Posted by Bradley Schuber | May 28, 2015 | 0 Comments

Prior to hiring a contractor, an association should confirm that the contractor has adequate insurance.  Specifically, an association should require evidence of 1) workers compensation insurance, 2) commercial general liability insurance, and 3) vehicle insurance.

First, if the contractor has any employees, then an association should require evidence of Worker's Compensation Insurance.  This type of insurance provides wage replacement and medical benefits to employees who are injured in the course of their employment.  By requiring the contractor to provide evidence of worker's compensation insurance, the association is protecting itself from potential claims of the contractor's employees in the event they become injured while working in the community.

Second, an association should request evidence of Commercial General Liability Insurance (“CGL”).  This type of insurance provides protection against bodily injury or property damage resulting from the performance of the contractor's work.  For this type of insurance, it is important to speak with the contractor's insurance broker directly and to request to be named as an “Additional Insured.”  Furthermore, the Association should request a copy of the CGL policy to check for specific exclusions.  One of the more common exclusions to look for in CGL policies is the “Multi-Family Developments” exclusion.

Third, if the contractor will be driving one or more company vehicles in the community, then it should request evidence of vehicle insurance.  This type of insurance protects the association and its members against bodily injury and/or physical damage resulting from the use and operation of a company truck, etc.  It is prudent to make sure that the association's contractors / vendors have adequate vehicle insurance as construction vehicles often vary in the manner in which they are maintained, and drivers vary in the manner in which they operate their vehicles.
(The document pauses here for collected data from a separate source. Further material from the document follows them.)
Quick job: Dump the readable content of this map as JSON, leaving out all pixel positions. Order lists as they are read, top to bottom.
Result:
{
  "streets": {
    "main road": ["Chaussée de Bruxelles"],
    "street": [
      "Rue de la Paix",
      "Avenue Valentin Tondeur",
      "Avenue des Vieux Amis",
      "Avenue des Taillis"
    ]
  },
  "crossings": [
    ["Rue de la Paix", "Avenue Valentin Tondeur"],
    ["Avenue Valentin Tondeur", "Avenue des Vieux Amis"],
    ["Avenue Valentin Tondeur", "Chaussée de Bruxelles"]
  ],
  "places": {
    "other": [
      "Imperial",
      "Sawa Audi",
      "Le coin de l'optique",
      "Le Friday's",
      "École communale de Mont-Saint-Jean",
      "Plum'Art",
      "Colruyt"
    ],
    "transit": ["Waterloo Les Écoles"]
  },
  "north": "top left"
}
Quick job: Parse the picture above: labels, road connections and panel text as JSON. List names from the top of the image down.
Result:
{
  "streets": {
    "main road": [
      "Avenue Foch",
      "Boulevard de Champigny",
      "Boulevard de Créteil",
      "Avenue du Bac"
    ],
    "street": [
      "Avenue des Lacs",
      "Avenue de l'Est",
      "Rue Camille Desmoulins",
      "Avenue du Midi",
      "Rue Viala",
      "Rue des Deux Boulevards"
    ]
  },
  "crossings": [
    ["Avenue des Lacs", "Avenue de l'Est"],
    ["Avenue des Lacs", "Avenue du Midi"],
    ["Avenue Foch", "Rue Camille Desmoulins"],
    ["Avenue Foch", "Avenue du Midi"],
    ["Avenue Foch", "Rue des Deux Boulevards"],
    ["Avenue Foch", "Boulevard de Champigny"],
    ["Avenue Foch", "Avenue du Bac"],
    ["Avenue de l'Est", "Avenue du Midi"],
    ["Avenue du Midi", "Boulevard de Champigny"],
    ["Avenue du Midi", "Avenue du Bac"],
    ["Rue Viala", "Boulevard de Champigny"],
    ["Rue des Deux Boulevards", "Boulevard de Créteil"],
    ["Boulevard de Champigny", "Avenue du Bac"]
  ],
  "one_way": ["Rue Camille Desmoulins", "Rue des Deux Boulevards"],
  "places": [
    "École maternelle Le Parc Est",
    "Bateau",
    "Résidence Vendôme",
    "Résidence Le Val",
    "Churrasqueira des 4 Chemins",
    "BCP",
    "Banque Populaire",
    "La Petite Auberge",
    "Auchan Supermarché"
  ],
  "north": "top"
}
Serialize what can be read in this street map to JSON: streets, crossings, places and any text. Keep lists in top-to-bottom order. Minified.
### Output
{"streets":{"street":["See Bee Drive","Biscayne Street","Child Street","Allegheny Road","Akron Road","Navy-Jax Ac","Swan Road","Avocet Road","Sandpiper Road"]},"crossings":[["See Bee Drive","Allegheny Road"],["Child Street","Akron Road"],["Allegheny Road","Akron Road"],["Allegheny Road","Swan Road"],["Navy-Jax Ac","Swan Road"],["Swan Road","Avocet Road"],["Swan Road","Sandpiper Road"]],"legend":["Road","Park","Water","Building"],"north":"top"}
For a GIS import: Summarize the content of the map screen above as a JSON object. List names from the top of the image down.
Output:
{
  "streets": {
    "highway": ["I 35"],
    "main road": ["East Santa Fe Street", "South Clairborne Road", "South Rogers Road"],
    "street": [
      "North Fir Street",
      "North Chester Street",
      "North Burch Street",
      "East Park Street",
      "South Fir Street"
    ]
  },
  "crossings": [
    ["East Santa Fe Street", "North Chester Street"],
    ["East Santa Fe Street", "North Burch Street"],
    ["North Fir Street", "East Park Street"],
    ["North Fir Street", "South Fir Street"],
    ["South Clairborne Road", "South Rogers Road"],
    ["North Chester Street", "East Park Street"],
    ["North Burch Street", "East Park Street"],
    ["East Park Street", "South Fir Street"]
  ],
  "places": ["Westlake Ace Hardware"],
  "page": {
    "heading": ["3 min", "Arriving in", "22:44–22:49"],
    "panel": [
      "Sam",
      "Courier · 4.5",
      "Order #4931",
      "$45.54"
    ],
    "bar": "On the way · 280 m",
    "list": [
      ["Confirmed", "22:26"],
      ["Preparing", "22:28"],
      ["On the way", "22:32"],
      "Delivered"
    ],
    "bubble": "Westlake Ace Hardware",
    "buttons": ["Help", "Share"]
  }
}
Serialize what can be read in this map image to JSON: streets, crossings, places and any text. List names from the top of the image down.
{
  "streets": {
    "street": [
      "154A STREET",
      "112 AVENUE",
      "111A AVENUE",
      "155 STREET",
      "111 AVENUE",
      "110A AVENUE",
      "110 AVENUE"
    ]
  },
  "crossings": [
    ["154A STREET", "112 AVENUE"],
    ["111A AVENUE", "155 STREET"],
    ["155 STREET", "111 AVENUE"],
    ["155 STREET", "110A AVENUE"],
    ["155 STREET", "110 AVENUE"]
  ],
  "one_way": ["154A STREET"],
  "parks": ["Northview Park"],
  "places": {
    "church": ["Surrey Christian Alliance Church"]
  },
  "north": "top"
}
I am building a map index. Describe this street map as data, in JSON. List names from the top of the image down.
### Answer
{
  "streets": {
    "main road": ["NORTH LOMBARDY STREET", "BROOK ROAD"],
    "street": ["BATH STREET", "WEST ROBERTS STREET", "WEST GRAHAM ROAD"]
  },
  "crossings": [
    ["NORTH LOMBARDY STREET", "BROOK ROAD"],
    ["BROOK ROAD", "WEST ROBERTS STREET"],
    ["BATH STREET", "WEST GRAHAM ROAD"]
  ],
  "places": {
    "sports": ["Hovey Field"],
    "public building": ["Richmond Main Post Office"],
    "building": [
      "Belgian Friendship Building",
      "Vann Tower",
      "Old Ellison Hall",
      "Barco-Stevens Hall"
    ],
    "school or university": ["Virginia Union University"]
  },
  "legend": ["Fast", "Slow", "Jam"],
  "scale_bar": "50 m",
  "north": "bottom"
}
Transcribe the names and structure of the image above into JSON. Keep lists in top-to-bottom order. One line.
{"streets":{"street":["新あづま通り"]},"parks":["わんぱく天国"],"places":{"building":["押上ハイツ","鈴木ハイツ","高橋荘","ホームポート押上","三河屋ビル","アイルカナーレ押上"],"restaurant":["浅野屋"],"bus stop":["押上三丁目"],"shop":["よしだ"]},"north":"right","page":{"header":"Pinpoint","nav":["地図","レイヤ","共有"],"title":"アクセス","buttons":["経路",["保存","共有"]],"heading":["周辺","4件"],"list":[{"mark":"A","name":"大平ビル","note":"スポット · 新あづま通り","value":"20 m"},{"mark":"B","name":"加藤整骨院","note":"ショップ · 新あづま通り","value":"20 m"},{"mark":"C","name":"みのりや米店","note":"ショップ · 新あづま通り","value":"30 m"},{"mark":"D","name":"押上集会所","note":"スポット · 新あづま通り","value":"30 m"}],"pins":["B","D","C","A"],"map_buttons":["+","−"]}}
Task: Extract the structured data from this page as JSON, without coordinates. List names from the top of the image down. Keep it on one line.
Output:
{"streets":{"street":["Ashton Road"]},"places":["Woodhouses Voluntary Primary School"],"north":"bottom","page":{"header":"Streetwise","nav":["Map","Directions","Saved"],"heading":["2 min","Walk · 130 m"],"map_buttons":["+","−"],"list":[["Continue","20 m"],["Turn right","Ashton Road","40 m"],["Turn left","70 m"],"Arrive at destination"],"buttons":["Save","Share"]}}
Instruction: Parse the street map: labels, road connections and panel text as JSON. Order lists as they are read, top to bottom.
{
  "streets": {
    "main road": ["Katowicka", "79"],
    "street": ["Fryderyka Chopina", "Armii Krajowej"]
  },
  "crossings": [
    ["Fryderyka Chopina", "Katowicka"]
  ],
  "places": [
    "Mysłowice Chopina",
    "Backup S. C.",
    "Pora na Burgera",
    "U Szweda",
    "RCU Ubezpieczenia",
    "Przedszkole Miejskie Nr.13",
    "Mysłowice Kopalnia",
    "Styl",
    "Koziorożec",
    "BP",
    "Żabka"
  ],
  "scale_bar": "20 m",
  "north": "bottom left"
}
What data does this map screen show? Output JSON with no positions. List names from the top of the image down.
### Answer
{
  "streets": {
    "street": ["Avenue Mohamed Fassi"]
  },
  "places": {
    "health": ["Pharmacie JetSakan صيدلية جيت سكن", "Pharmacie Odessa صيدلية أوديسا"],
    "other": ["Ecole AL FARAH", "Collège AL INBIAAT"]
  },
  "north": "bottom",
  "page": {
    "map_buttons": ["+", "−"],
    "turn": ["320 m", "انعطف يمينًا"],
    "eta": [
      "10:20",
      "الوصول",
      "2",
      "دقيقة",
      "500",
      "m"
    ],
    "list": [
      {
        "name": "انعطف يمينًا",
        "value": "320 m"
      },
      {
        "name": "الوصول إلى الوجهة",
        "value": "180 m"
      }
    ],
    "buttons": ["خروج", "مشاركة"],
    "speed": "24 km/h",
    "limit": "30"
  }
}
In summary, an association should require that its contractors and vendors provide adequate proof of insurance prior to starting construction work in the community.  In the event that an association has questions about the adequacy of insurance or policy coverage, then it should consult with its own insurance broker or legal counsel.

About the Author

Bradley Schuber

Senior Associate Practice Areas: Community Association Counsel Construction Litigation Civil Litigation Brad Schuber is a Senior Associate with the Kriger Law Firm, APC, and is licensed to practice law in the states of California and New York. He is also admitted to practice in the United State...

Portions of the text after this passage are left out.